Join us for our upcoming exhibition, Lost Wor(l)ds: Intersemiotic Translations by Peter Constantine, which will run from 21 March – 20 April 2024 at Manchester Poetry Library as part of the 2024 Manchester Translation Series. The exhibition is free to attend, no booking required – and will be open during our regular opening hours.

The exhibition preview will include an artist talk, along with a reveal of a limited edition hand-printed poetry broadside co-created with MMU students and staff for the occasion.

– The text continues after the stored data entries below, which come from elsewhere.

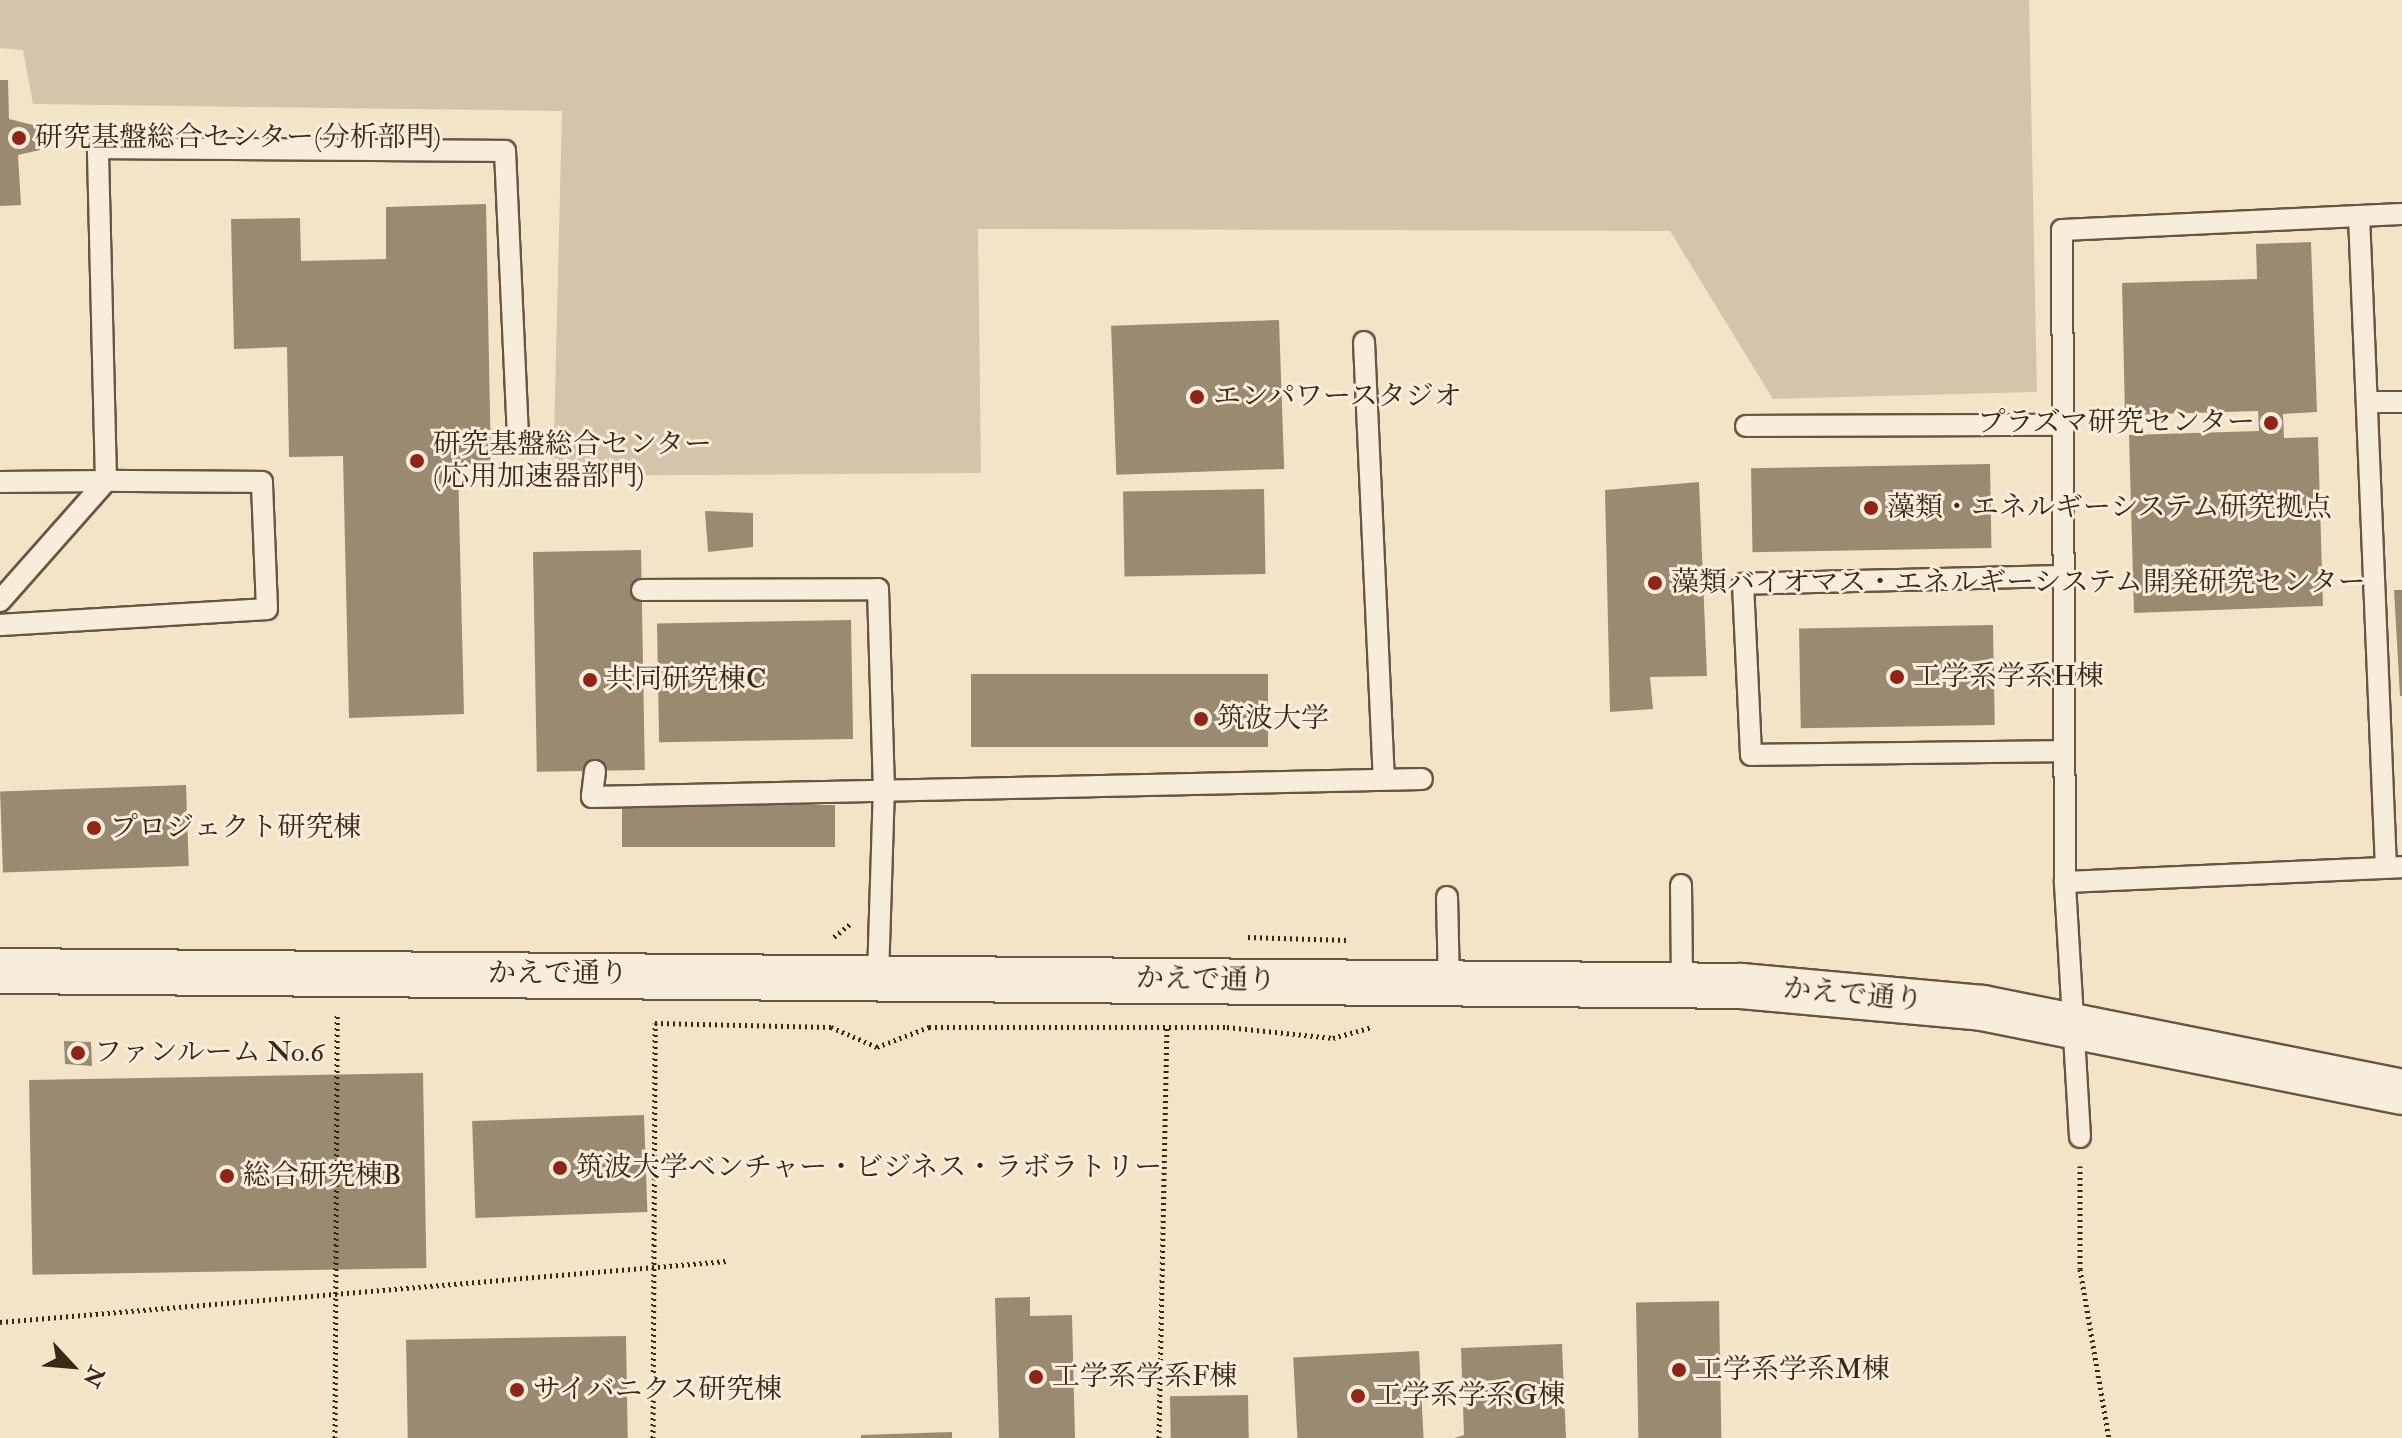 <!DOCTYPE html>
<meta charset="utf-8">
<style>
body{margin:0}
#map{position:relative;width:2402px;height:1438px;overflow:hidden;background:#f4e4c7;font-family:"IM FELL Double Pica","Noto Serif JP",serif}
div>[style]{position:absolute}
.green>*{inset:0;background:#d4c4a9}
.building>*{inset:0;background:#9a8a72;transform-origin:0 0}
.path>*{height:5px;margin-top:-2.5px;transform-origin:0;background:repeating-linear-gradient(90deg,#382815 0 2px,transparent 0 6px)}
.roads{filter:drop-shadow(2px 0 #675742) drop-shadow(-2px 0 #675742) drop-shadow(0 2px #675742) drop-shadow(0 -2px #675742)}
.service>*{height:20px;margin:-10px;padding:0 10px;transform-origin:10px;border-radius:10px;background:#f8eddb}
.tertiary>*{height:44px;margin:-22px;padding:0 22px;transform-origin:22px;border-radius:22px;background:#f8eddb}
.dots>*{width:22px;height:22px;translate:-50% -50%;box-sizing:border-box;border:4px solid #f8eddb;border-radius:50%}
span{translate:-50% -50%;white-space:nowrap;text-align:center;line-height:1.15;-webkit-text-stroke:6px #f8eddb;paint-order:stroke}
.poi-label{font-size:28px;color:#382815}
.left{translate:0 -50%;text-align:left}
.right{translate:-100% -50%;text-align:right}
.street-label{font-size:28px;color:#382815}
.north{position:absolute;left:32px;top:1326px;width:80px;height:80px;-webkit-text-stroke:6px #f8eddb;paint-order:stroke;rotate:116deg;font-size:22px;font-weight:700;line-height:32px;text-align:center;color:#382815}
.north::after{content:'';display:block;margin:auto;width:28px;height:36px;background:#382815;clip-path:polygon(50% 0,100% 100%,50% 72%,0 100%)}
</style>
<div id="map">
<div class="green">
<i style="clip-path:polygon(0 0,2029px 0,2037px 392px,1773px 399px,1670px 231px,978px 229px,981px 473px,553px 476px,562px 111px,33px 104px,23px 50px,0 48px)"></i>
</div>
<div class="building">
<i style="clip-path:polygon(0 80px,8px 80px,9px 119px,37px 126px,40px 150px,18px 155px,21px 205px,0 206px)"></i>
<i style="clip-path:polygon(486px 204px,491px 465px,458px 467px,464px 714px,349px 718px,343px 456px,289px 457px,287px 347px,234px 349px,231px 219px,300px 218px,301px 261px,386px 259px,386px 207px)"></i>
<i style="clip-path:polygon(2311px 242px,2317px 412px,2283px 414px,2284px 438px,2318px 437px,2323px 606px,2134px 613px,2129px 435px,2259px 431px,2258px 411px,2125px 415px,2122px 283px,2257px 279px,2256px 244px)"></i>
<i style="left:1279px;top:320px;width:149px;height:168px;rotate:88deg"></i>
<i style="left:1990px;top:464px;width:84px;height:239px;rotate:89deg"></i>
<i style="clip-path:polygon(1699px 482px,1707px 676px,1650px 677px,1653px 709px,1610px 712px,1605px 490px)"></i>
<i style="left:1264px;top:489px;width:85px;height:141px;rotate:89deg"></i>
<i style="clip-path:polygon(705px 511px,753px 513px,753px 547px,708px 552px)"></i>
<i style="left:641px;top:550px;width:220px;height:108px;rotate:89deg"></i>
<i style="clip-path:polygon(2394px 590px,2402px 590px,2402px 696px,2400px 696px)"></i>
<i style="left:851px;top:620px;width:119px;height:194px;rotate:89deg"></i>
<i style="left:1993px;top:625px;width:100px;height:194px;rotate:89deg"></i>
<i style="left:1268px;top:674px;width:73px;height:297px;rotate:90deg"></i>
<i style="left:186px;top:785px;width:81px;height:186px;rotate:88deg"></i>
<i style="left:835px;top:805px;width:42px;height:213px;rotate:90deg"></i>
<i style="clip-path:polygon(64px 1041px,91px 1042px,92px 1066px,65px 1064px)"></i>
<i style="left:423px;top:1073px;width:195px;height:394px;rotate:89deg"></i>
<i style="left:644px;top:1115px;width:97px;height:172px;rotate:88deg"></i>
<i style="clip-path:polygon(1030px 1297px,1030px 1316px,1072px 1315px,1075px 1438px,999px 1438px,995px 1298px)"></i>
<i style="left:1719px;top:1301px;width:137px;height:83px;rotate:89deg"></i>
<i style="left:626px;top:1336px;width:102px;height:220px;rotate:89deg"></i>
<i style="clip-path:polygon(1562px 1344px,1566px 1438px,1454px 1438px,1464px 1435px,1461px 1348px)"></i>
<i style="left:1419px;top:1351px;width:87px;height:126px;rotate:87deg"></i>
<i style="left:1248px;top:1395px;width:43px;height:78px;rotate:89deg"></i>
<i style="clip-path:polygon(952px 1432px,952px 1438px,861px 1438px,861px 1435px)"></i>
</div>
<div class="path">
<i style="left:834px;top:937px;width:22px;rotate:-39deg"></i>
<i style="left:1248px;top:937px;width:101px;rotate:1.7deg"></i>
<i style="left:2080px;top:1166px;width:103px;rotate:90deg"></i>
<i style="left:2080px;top:1269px;width:171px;rotate:80.3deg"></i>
<i style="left:0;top:1322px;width:730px;rotate:-4.8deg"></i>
<i style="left:335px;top:1438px;width:423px;rotate:-89.7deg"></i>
<i style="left:653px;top:1438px;width:415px;rotate:-89.7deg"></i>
<i style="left:655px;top:1023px;width:176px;rotate:1.3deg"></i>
<i style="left:831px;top:1027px;width:50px;rotate:23.5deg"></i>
<i style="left:877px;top:1047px;width:56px;rotate:-21deg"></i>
<i style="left:929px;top:1027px;width:298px"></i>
<i style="left:1227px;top:1027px;width:107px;rotate:5.9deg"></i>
<i style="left:1333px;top:1038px;width:41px;rotate:-15.8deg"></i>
<i style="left:1159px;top:1438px;width:411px;rotate:-88.9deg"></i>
</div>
<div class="roads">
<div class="service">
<i style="left:2359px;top:216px;width:652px;rotate:87.63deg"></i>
<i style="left:1364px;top:342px;width:437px;rotate:87.4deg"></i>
<i style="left:2367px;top:402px;width:35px"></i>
<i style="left:1746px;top:426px;width:317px;rotate:-0.2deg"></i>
<i style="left:0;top:482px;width:106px;rotate:-0.5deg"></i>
<i style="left:2062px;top:576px;width:319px;rotate:178.6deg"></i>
<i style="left:1743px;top:584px;width:171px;rotate:87.3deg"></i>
<i style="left:1751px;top:755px;width:313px;rotate:-0.7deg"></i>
<i style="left:642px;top:590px;width:236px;rotate:-0.2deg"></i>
<i style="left:878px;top:589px;width:197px;rotate:88.3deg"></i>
<i style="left:884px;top:786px;width:189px;rotate:91.8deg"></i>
<i style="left:0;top:601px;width:160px;rotate:-48.5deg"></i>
<i style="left:0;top:625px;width:267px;rotate:-3.4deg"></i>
<i style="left:267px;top:609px;width:127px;rotate:-92.3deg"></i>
<i style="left:262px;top:482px;width:156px;rotate:-179.6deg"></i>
<i style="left:106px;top:481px;width:333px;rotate:-91.4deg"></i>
<i style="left:98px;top:148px;width:407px;rotate:0.4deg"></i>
<i style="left:505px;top:151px;width:286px;rotate:87.4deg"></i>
<i style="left:595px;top:771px;width:26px;rotate:97deg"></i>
<i style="left:592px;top:797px;width:830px;rotate:-1.24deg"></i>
<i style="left:2065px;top:882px;width:337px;rotate:-2.5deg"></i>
<i style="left:1681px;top:885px;width:100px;rotate:89.4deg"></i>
<i style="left:1447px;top:897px;width:86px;rotate:88.7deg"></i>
<i style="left:2080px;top:1137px;width:255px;rotate:-93.4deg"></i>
<i style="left:2065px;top:882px;width:652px;rotate:-90.26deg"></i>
<i style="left:2062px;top:230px;width:340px;rotate:-2.7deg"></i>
</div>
<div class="tertiary">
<i style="left:0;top:971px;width:1741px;rotate:0.49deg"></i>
<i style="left:1741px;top:986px;width:242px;rotate:5.2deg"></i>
<i style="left:1982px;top:1008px;width:428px;rotate:11.3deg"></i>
</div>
</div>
<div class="dots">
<i style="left:19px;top:138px;background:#8f2418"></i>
<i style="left:1197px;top:397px;background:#8f2418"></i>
<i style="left:2271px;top:423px;background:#8f2418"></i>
<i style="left:417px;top:461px;background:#8f2418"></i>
<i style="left:1871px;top:508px;background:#8f2418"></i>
<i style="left:1655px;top:583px;background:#8f2418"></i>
<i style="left:1897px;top:677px;background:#8f2418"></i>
<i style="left:590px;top:680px;background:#8f2418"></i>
<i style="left:1201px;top:719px;background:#8f2418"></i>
<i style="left:94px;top:828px;background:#8f2418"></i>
<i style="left:78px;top:1053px;background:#8f2418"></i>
<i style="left:560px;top:1168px;background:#8f2418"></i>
<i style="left:227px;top:1176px;background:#8f2418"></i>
<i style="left:1679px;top:1370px;background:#8f2418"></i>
<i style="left:1036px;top:1377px;background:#8f2418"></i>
<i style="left:517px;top:1390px;background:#8f2418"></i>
<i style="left:1358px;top:1396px;background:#8f2418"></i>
</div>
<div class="poi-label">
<span class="left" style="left:35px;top:138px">研究基盤総合センター(分析部門)</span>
<span class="left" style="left:1213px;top:397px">エンパワースタジオ</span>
<span class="right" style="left:2255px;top:423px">プラズマ研究センター</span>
<span class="left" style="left:433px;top:461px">研究基盤総合センター<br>(応用加速器部門)</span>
<span class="left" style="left:1887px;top:508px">藻類・エネルギーシステム研究拠点</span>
<span class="left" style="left:1671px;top:583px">藻類バイオマス・エネルギーシステム開発研究センター</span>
<span class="left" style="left:1913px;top:677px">工学系学系H棟</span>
<span class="left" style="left:606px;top:680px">共同研究棟C</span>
<span class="left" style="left:1217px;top:719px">筑波大学</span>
<span class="left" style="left:110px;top:828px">プロジェクト研究棟</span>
<span class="left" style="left:94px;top:1053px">ファンルーム No.6</span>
<span class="left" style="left:576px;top:1168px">筑波大学ベンチャー・ビジネス・ラボラトリー</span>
<span class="left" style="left:243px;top:1176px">総合研究棟B</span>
<span class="left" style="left:1695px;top:1370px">工学系学系M棟</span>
<span class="left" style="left:1052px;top:1377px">工学系学系F棟</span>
<span class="left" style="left:533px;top:1390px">サイバニクス研究棟</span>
<span class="left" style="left:1374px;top:1396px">工学系学系G棟</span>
</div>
<div class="street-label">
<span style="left:558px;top:974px">かえで通り</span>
<span style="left:1206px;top:980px;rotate:1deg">かえで通り</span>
<span style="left:1853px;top:995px;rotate:5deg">かえで通り</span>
</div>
<div class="north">N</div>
</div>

A Guggenheim fellow, Peter Constantine was awarded the PEN Translation Prize for Six Early Stories by Thomas Mann, the National Translation Award for The Undiscovered Chekhov, and other awards.

As a recent article in LitHub described: “The vastness of Peter Constantine’s personal linguistic range is almost unimaginable to most of us. He moves with ease between German, Modern Greek, Italian, Russian, Afrikaans, French, Ancient Greek, Japanese—and those are just the languages I happen to know about.” Constantine directs the Program in Literary Translation at the University of Connecticut.

Eleni Kefala is a senior lecturer at the University of St. Andrews whose research examines modernity across periods, disciplines and cultures. Her poetry collection Time Stitches received the State Prize for Poetry in Cyprus; its English translation by Peter Constantine was selected as a New York Times “Globetrotting” pick, and was awarded the 2022 Elizabeth Constantinides Prize.

This exhibition is presented as part of the 2024 Manchester Translation Series, which will conclude on 21/3 at 18:30 with a poetry reading by the visiting guests, along with a discussion on topics related to translation, visual art, multilingualism and the roles of literature in our current geopolitical moment.